The information I was really chomping at the bit to look at was the health information that my genes would reveal to me. 23andMe will genotype your DNA for about 200+ health conditions, including obesity, Parkinson’s, Alzheimer’s, various cancers, among others. You can find out if you are a carrier for sickle cell anemia, cystic fibrosis, Tay-Sachs disease and many other inherited diseases for which there is no cure. The two conditions I was most interested in were obesity and Parkinson’s, as my Grandpa Viro (in the photo above) had been diagnosed with it in his early 40’s and as I share many characteristics with him, I thought perhaps I too might develop it as well.
So here is what I found out:
Based on my genotype for the FTO gene, my risk of being obese is 67%, where the average bear has a 54% chance of becoming obese. Other information provided for me indicates that I have genetic markers surrounding other genes implicated in severe obesity.
When I saw this information, what I’d suspected all along about my genetics was confirmed. It was anti-climactic in a way, but a relief at the same time. I’d always been told by my doctors from the time I was very small that I would never be a small girl, and the information from my DNA simply put a fine point on it. Now I can tell my surgeon and therapist they are spot on when they tell me “you’re fighting biology” because well, there’s no better confirmation of a health condition than what’s written in your genes.
I was glad to discover that I did not possess mutant markers for the BRCA genes, Alzheimer’s or Parkinson’s genes. This is not to say that later on in my life another cell cycle regulator gene couldn’t mutate and cancer could develop or that some environmental factors could influence the genes I possess and cause me to develop Alzheimer’s or Parkinson’s.
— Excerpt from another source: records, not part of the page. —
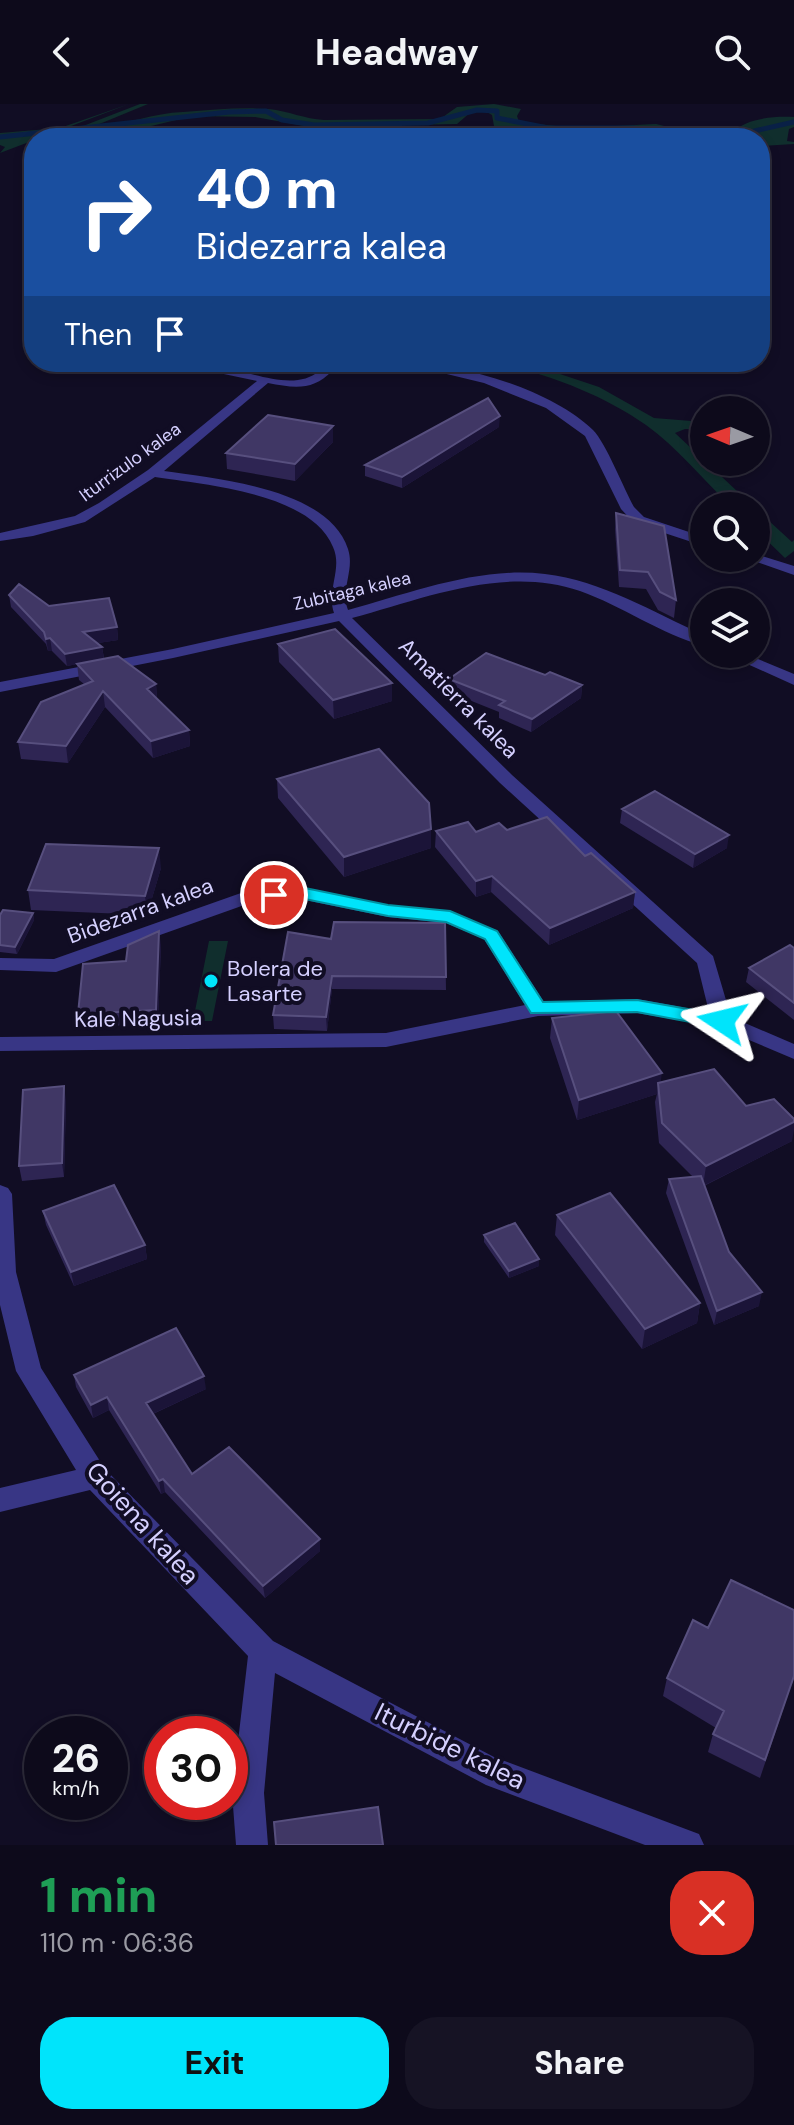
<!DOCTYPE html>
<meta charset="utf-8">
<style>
:root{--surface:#0d0a1b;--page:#161324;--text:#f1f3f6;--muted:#9a9aa3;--line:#2d2b3a;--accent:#00e4fb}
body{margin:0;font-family:"DM Sans",sans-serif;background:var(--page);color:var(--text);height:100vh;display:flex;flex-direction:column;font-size:30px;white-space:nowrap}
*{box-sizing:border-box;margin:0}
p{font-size:26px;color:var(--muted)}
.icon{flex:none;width:44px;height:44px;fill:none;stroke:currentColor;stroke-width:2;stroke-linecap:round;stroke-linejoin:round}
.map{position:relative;height:1741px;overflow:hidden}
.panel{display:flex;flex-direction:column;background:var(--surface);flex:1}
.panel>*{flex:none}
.top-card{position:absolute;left:24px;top:24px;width:746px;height:244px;border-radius:32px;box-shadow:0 4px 12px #0003,0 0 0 2px var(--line);background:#1a4fa0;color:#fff;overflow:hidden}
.needle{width:52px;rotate:272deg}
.controls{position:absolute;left:690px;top:292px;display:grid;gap:16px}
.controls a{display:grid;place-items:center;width:80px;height:80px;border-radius:50%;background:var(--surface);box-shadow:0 4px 12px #0003,0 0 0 2px var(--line);font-size:40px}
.speed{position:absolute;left:24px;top:1612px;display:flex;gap:16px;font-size:40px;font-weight:700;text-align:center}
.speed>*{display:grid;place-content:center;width:104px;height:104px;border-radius:50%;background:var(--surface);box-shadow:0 4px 12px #0003,0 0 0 2px var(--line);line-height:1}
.speed small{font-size:20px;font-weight:400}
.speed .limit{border:12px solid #d22;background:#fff;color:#111}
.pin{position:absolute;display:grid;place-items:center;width:68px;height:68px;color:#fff;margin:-34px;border:4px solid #fff;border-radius:50%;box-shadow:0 2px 8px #0007}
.me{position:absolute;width:88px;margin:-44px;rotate:280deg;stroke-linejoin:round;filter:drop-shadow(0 0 6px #0008)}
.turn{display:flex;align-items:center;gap:28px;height:168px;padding:0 40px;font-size:36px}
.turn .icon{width:104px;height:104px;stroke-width:2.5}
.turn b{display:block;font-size:56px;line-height:68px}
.then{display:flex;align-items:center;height:76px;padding:0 40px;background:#0003;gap:16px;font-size:30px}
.round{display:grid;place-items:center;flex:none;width:84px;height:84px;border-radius:32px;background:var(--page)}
.summary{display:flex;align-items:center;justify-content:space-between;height:136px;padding:0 40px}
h1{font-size:48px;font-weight:800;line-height:60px;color:#1e9e55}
.primary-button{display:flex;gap:16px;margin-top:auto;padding:16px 40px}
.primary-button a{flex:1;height:92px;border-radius:32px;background:var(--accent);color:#111;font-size:32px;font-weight:800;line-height:92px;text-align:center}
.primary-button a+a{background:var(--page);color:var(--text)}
header{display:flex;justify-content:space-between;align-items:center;height:104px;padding:0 40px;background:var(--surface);font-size:36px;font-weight:800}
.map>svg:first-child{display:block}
.green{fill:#102e2d}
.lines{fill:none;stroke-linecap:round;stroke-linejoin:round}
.stream{stroke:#092046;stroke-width:5}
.minor{fill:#383685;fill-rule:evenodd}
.wall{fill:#2e2553}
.shaded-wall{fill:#1b1438}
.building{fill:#403765;stroke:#574f7e;stroke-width:2}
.route{fill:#00e4fb;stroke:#0094a3;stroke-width:2}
.poi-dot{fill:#00e4fb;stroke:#110d24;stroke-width:3}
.labels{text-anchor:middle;stroke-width:8;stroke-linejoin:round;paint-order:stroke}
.far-street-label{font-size:18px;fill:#d5d0ff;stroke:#110d24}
.street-label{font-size:22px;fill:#d5d0ff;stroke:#110d24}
.poi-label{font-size:22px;fill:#d5d0ff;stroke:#110d24;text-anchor:start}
.near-street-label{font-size:26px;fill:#d5d0ff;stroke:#110d24}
</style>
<header><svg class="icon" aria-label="back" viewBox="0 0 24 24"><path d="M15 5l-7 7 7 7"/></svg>Headway<svg class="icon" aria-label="search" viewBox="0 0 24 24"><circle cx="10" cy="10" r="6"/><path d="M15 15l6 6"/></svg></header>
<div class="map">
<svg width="794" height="1741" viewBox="0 0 794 1741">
<rect width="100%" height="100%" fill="#110d24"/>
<path class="green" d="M129,0L0,49L5,43L0,41V29L60,24Z
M140,0H148L97,21C127,21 153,9 183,8C211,6 241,3 269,5C288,7 305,15 324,16L440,15L457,3L494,0L521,5L517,12L519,18L575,24L656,20L685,27L731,29C747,14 773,12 794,13V23L789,25L787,37L794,38V40L760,42V34H629V31L511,27L494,22L492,11L485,7H472L457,20L310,23L255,13L193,12L147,23L52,34Z
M493,258H524L599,283L654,314L704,318V325H685L675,329L753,402H731C703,376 677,343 646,321C600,289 547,270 493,258Z
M756,405L792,438L794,436V447L785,454L756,426Z
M209,837H228L212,917H193Z"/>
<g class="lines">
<path class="stream" d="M0,33L229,8L266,7L282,16L314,21L428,19L477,6L497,7V14L548,24H633L720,31L741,30L794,18"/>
<path class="minor" d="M219,258H231L229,265C257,270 296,287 319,267L298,258H323L332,267C313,287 294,284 268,279L164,367C218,375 328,384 348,445C355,466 340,485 348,506C411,489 479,462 545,470C601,476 654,509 704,531V542C661,530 622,502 580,487C505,461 425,494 352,514L512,671L713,852L731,913L794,940V955L718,923L637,909L538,912L386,943L0,947V933L386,929L525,901L484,835L446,819L388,813L300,795L250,799L56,868L0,866V854L54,855L241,789L300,783L388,801L450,807L498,827L544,898L637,895L709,908L697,859L500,679L339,517L173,554L0,588V578L173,545L334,509C326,486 343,465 333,443C311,389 206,381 155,373L85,418L33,432L0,437V429L75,412L99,399L148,366L257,277L219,269Z
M397,258C457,258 549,284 593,326C606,339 624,385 634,403L644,413L704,433V442L634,419L621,405L585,332L546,304L484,279Z
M756,450L794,462V471L746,454H756Z
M725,550H746L794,570V581Z
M0,1081L8,1084L12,1090L16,1168L41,1264L105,1365L273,1537L494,1653L699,1730L704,1741H645L486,1681L275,1569L264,1689L268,1741H236L232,1689L248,1552L90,1386L0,1408V1384L76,1366L16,1267L0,1201Z"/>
</g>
<path class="wall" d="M333,322V338L295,377L227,365L226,349Z
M499,323L402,384L365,372V361Z
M616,409L676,496L674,514L658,506L646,485L619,483L615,425Z
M9,491L117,523L118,536L98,539L102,543L104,554L156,580L157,595L189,626L190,642L153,654L105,603L68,659L21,655L18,638L84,580L79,576L77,560L67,562L52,547H48L46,540L11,503Z
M278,540L392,597L334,615L279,558Z
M545,571L582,581L581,594L531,628L499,614V608L449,588V575Z
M277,675L431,744L344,773L278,694Z
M622,705L727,744L693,764L620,719Z
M507,726L585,752L635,788L633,804L549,841L491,788L476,793L435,743L436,727L476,728Z
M161,764L147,811L31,806L28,786Z
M33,809L34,816L17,850L0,848V811Z
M445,819L446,886L332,885L327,927L274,925L273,911L331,835Z
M161,841L158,919L80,924L78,910L126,857Z
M794,844V916L746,878L749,864Z
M552,914L661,978L746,1002L792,1037L704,1082L729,1148L759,1202L714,1221L666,1089L669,1075L693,1073L659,1039L655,998L657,990L577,1016L550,934Z
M66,996L64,1073L22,1077L19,1062Z
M43,1107L145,1141L147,1155L74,1182L46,1121Z
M557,1111L700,1199L697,1219L642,1245L555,1131Z
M484,1131L539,1162L509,1174L484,1138Z
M74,1271L206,1285L153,1310L192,1370L320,1447L265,1494L165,1388L161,1390L109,1306L93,1314L76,1283Z
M708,1524L794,1573L760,1674L708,1648L713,1630L716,1624L663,1592L667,1574Z"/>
<path class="shaded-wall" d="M500,312L499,323L402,384V373Z
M333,322V338L295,377V360Z
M117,523L118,536L85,541L83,528Z
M50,534L52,547H48L46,535Z
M102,543L104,555L67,562L65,550Z
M392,579V597L334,615L333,596Z
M156,580L157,596L147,585Z
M582,581L581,594L531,628L532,615Z
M103,587L105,603L68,659L66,642Z
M189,626L190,642L153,654L151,637Z
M431,725V744L344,773V753Z
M729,731L727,744L693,764L695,750Z
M159,744L161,764L147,811L145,792Z
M492,772L491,788L476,793V777Z
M635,788L633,804L549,841L550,824Z
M33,809L34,816L17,850L15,843Z
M159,827L161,841L158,919L156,906Z
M332,872V885L327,927L326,913Z
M662,969L659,989L658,979L657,990L577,1016L579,996Z
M64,982L66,996L64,1073L62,1059Z
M794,1018V1026L792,1037L703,1082L706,1062Z
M145,1141L147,1155L74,1182L71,1168Z
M539,1155V1162L509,1174V1167Z
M762,1188L759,1202L714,1221L717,1207Z
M700,1199L697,1219L642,1245L645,1225Z
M204,1272L206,1285L148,1312L146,1299Z
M107,1293L109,1306L93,1314L91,1301Z
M163,1375L165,1388L161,1390L159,1377Z
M320,1435V1447L265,1494L263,1482Z"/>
<path class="building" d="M488,294L500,312L402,373L365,361Z
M268,311L333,322L295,360L226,349Z
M616,409L664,422L676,496L660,488L648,468L620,466Z
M19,480L49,502L109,494L117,523L83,528L102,543L65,550L50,534L46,535L44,528L9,491Z
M335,525L392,579L333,596L278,540Z
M486,549L545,571L550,568L582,581L532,615L499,601L505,597L449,575Z
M118,552L156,580L147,585L189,626L151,637L103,587L66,642L18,638L41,598L93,577L77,560Z
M379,645L429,699L431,725L344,753L277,675Z
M655,687L729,731L695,750L622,705Z
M547,713L585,752L591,749L635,788L550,824L492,772L476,777L436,727L468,718L476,728L499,719L507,726Z
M46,740L159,744L145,792L28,786Z
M3,806L33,809L15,843L0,841V811Z
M334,818L445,819L446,873L332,872L326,913L273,911L288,828L331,835Z
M159,827L156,906L78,910L83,860L126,857L128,841Z
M790,841L794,844V899L749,864Z
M616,907L662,969L579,996L552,914Z
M714,965L746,1002L774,995L794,1015V1018L706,1062L662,1019L658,979Z
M64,982L62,1059L19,1062L23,986Z
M701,1072L729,1148L762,1188L717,1207L669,1075Z
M114,1081L145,1141L71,1168L43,1107Z
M610,1089L700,1199L645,1225L557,1111Z
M515,1119L539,1155L509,1167L484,1131Z
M176,1224L204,1272L146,1299L192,1370L229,1343L320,1435L263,1482L163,1375L159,1377L107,1293L91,1301L74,1271Z
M731,1476L794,1506V1572L765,1656L713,1630L724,1607L667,1574L693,1516L708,1524Z
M378,1703L383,1741H276L274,1718Z"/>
<path class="route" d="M300,783L388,801L450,807L497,827L543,898L637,896L722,911L732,917L722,924L637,908L531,909L485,835L446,818L388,812L300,794L274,796L266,791L274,785Z"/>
<circle class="poi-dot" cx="211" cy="877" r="8"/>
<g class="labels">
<g class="far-street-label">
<text transform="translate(130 358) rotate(-36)" y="6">Iturrizulo kalea</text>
<text transform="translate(352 487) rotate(-13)" y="6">Zubitaga kalea</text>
</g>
<g class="street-label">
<text transform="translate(459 594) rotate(45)" y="8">Amatierra kalea</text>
<text transform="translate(140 806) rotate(-20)" y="8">Bidezarra kalea</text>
<text transform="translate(138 914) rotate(-1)" y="8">Kale Nagusia</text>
</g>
<g class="poi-label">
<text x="227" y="872">Bolera de<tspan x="227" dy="25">Lasarte</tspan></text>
</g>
<g class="near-street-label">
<text transform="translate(143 1419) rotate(48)" y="9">Goiena kalea</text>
<text transform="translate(450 1642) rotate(26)" y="9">Iturbide kalea</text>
</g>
</g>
</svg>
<div class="controls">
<a><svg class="needle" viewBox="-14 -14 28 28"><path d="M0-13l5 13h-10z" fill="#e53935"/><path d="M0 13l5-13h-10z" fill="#9a9aa3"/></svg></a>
<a><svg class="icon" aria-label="search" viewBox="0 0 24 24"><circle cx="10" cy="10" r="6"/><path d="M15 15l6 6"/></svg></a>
<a><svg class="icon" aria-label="layers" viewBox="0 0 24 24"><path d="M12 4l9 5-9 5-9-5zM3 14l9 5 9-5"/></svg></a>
</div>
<div class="speed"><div>26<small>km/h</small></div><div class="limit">30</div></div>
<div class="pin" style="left:274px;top:791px;background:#d93025"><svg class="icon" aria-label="arrive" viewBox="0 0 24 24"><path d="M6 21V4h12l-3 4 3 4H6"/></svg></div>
<svg class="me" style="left:722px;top:917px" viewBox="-20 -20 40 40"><path d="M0-17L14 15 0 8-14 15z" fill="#00e4fb" stroke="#fff" stroke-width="4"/></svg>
<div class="top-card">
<div class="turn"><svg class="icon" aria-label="right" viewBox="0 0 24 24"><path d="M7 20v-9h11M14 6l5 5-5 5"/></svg><div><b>40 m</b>Bidezarra kalea</div></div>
<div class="then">Then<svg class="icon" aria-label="arrive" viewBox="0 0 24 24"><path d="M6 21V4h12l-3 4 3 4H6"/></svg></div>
</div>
</div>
<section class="panel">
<div class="summary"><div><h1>1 min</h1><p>110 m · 06:36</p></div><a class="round" style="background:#d93025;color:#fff"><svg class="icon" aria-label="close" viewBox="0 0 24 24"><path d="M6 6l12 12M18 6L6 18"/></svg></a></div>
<div class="primary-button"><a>Exit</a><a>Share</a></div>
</section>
I am fully aware that even though my genotype does not indicate genetic inheritance of those conditions, it is still possible to develop them through epigenetic inheritance.
The nice thing about 23andMe is that as more genomic research is done, your DNA profile is updated as new information becomes available.
I’m glad that I did this, even though it did have the potential to be a real Pandora’s box of information that could have drastically altered the course of my life. My scientist’s curiosity wasn’t satisfied with “you’re always going to be big” and “you’re fighting biology,” so I had to see if what I’d always hypothesized about my biological inheritance was indeed true.
Thankfully, my biological phenotype can be surgically altered even though my genotype seems to have stacked the odds against me in terms of me losing weight and getting healthy. And I’m closing in on a month until I’ll be able to effectively fight the genetic deck of cards I’ve been dealt so that I can finally know what it’s like to be at a healthy weight.